Published online 2010 September 21. doi:  10.1128/mBio.00177-10
PMCID: PMC2945196

Economy of Operon Formation: Cotranscription Minimizes Shortfall in Protein Complexes

Abstract

Genes of prokaryotes and Archaea are often organized in cotranscribed groups, or operons. In contrast, eukaryotic genes are generally transcribed independently. Here we show that there is a substantial economic gain for the cell to cotranscribe genes encoding protein complexes because it synchronizes the fluctuations, or noise, in the levels of the different components. This correlation substantially reduces the shortfall in production of the complex. This benefit is relatively large in small cells such as bacterial cells, in which there are few mRNAs and proteins per cell, and is diminished in larger cells such as eukaryotic cells.

Introduction

What are the evolutionary forces that drive operon formation in prokaryotes but not in eukaryotes? One idea is that stronger genome size constraints in prokaryotes provide a large benefit to reducing the number of promoters. Another idea is that the high rate of horizontal gene transfer in prokaryotes provides an advantage for functionally related genes to be grouped together to increase their probability of cotransfer (13). Another benefit of operon formation is that it decreases the fluctuations between the concentrations of the coexpressed proteins (4). Fluctuations in relative protein concentrations can be wasteful, for example, when multiple proteins form a tight complex or act in concert (47). Translational coupling, in which ribosomes translating an upstream gene aid the translation of the downstream gene on the same mRNA molecule, has been emphasized as a way in which operon formation can reduce such fluctuations (6, 7). But strong translational coupling is not a general feature of operons (6). Here we show that cotranscription by itself can provide a substantial cost reduction in the production of protein complexes. This benefit decreases as the number of complexes increases, as required in larger cells. Thus, reduction in the shortfall of protein complexes provides an additional explanation for the abundance of operons in prokaryotes and Archaea compared to the lack of that in eukaryotes.

Considering a functional 1:1 complex of two different proteins, we compare a system in which the two genes are cotranscribed but not translationally coupled to a system in which the two genes are transcribed independently from promoters of equal strength (split). If 100 copies of the complex are required, then in the absence of noise (and assuming a tight complex), it would be sufficient to produce 100 copies of each protein.
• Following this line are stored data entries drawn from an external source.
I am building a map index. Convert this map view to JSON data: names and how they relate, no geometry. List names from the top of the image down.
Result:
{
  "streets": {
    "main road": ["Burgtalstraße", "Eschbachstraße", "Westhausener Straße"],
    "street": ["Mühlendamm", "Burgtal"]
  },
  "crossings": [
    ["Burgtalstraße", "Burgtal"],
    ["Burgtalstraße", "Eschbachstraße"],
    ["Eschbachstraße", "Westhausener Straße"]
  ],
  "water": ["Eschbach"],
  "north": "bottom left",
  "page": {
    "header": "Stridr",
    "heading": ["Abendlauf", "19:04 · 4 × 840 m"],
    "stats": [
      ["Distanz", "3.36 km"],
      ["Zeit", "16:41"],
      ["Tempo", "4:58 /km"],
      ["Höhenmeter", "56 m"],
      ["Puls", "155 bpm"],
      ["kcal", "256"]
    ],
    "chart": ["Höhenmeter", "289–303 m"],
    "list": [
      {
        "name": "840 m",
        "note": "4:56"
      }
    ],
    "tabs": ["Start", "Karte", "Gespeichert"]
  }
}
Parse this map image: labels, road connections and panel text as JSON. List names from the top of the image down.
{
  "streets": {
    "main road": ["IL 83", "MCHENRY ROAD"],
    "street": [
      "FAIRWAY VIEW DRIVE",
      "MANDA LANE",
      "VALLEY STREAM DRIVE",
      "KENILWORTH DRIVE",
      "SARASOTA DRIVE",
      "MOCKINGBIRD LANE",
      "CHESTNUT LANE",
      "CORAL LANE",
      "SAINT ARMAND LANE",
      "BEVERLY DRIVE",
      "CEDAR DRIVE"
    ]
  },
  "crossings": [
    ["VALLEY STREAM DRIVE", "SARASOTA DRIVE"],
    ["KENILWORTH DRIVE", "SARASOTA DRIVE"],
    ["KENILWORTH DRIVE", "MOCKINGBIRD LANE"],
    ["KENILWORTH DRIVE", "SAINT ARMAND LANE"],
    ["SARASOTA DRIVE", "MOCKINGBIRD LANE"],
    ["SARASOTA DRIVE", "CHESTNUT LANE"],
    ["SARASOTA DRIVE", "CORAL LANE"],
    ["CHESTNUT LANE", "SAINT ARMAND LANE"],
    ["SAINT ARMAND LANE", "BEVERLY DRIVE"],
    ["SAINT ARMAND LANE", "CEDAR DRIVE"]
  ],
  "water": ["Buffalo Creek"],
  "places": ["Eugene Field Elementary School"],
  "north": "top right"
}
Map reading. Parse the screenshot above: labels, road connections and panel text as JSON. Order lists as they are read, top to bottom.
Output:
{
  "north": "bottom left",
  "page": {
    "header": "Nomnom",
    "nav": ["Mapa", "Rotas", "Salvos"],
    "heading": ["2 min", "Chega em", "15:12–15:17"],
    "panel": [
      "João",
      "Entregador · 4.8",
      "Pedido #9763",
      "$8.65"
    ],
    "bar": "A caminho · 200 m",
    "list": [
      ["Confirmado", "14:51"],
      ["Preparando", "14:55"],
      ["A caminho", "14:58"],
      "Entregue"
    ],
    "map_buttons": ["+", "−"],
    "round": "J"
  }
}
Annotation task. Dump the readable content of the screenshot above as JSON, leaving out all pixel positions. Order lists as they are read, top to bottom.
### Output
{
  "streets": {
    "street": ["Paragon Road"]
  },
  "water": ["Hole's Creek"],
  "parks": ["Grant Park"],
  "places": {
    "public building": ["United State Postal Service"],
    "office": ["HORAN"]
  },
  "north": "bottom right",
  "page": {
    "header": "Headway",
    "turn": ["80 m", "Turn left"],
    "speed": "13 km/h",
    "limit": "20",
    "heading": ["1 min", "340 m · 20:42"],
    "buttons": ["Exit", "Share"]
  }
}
In a living cell, both systems would fall short of the 100-complex target because the number of each protein will fluctuate around 100, and the number of complexes is determined by the minimum level of the two proteins. However, in the operon arrangement, the levels of the two proteins tend to fluctuate in synchrony, and thus, the shortfall is substantially less; in this example, the average number of complexes produced by the operon is ~20% higher than that produced with the split arrangement (Fig. 1). Another way of looking at this is that in order to ensure that at least 100 complexes are present in the cell for at least 95% (50%) of the time, then the cell must make on average 180 (110) copies of each protein in the operon arrangement, while it needs to make 190 (126) copies of each in the split case.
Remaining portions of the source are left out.